With a lack of clear identity standards in the UK, organisations take a risk-based approach to onboarding identities. For instance, a bank will typically be more cautious while verifying and onboarding a new customer when compared to a mail order retail site.
It is important to marry your risk approach to the sources of data that you are matching against or the data sources may fall short of what you actually require to satisfy your risk-based approach.
AKA ‘I need a solution that fits my risk-based approach’
Every business is different. So too is every regulator. And, of course, every identity is unique. That’s why true multiple matching has to begin with configurability.
Each organisation has its unique challenges, appetite for risk and approach to regulatory compliance. So, it stands to reason that no out-of-the-box solution can fit every organisation’s needs.
Risk-based approach
Regulators expect you to take a risk-based approach to compliance. The Financial Action Task Force (FATF) is the global money laundering and terrorist financing watchdog. It defines a risk-based approach as follows:
“A risk-based approach means that countries, competent authorities, and banks identify, assess, and understand the money laundering and terrorist financing risk to which they are exposed, and take the appropriate mitigation measures in accordance with the level of risk.”
Attitudes to risk vary between organisations. They may also change within an organisation, depending on the customer and product or within a single sector e.g. a high street bank versus a challenger bank.
Businesses need always-on compliance solutions they can configure to their requirements that can withstand data supplier outages by defaulting to a backup supplier and that will grow with businesses and the risks they become exposed to.
In practical terms this means a multi bureau solution with the capability to create an unlimited number of risk profiles, to reference as many different data sources as required and to employ an automated execution approach to checks.
Flexibility
GBG’s multi bureau solution allows you to create an infinite number of risk profiles and supports thousands of possible decision bands. It gives you the flexibility to set what you consider necessary for a pass, whether full or partial, and to dictate the database combinations that qualify as a pass.
Effective configuration means having the option to easily make changes independent of your supplier, and while our expert consultants do work with businesses to convert risk-based approaches into profile configurations, you can also alter your configurations yourself, as and when you see fit, without GBG involvement.
In terms of Politically Exposed Persons (PEPs) and Sanctions, a configurable solution should allow you to define which authorities to check against, what PEP tiers to reference and whether dates of birth and alias matching are necessary.
Not only does robust configurability help you satisfy your risk-based approach and meet your regulatory requirements, it also reduces operational costs by checking only against the relevant and appropriate data sources.
Challenge check-in
Match rates are the key to onboarding more good customers. Our configurable solution allows you to optimise your match rates by making changes to your pass criteria and risk-based approach based on insights from the granular results it returns.

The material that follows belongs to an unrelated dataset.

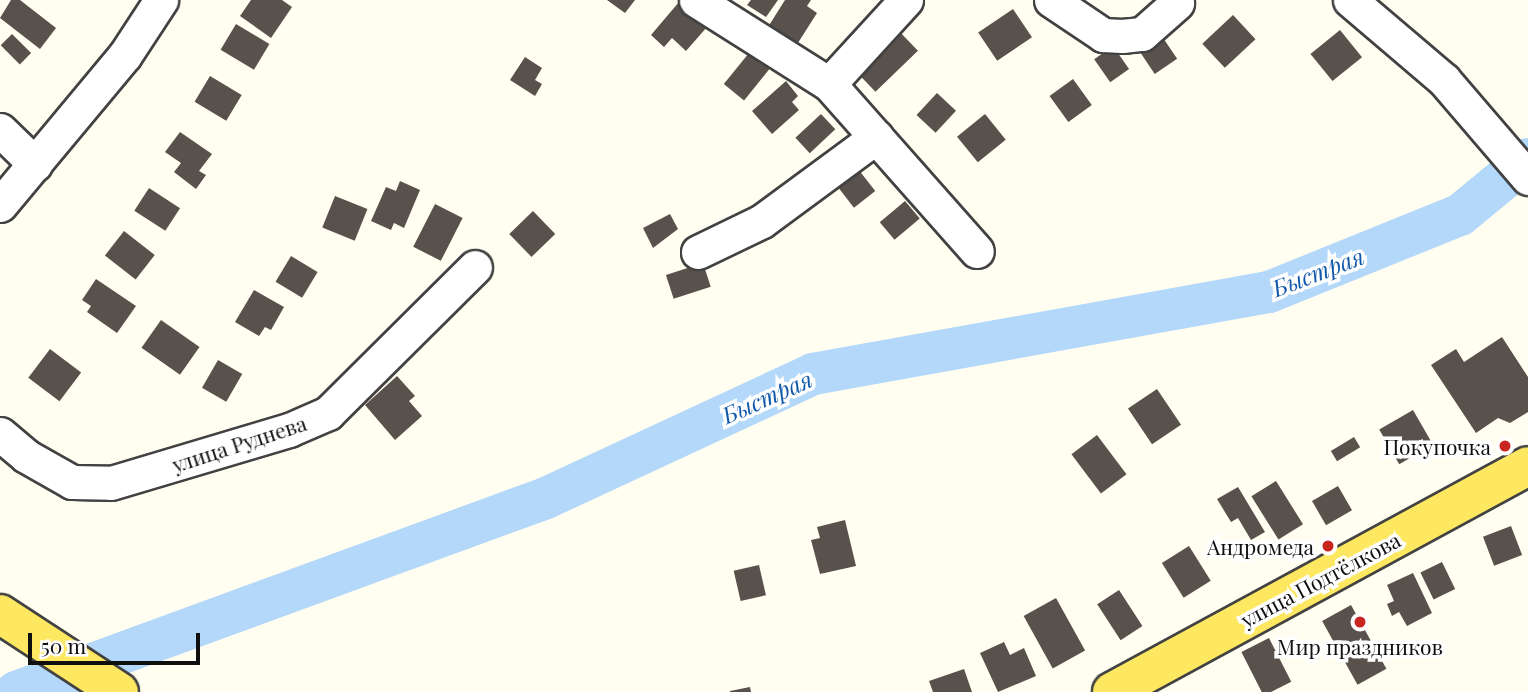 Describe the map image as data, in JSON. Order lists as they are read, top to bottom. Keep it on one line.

AKA “I need to get the best match rates from the right data”
Granularity sits at the heart of true multiple matching. In order to trust the data you are matching you need to understand the data in detail.
With robust configurability in place to ensure your checks fit your risk-based approach, granularity gives you complete oversight of your decisions to truly understand every pass, fail and refer.
Granularity is all about being able to see and understand the logic that led to a match, and the data upon which it was based. After all, it would be easy for a mortgage lender to increase its match rates by matching against less robust data sources, using less robust techniques, but it wouldn’t necessarily suit the lender’s risk-based approach.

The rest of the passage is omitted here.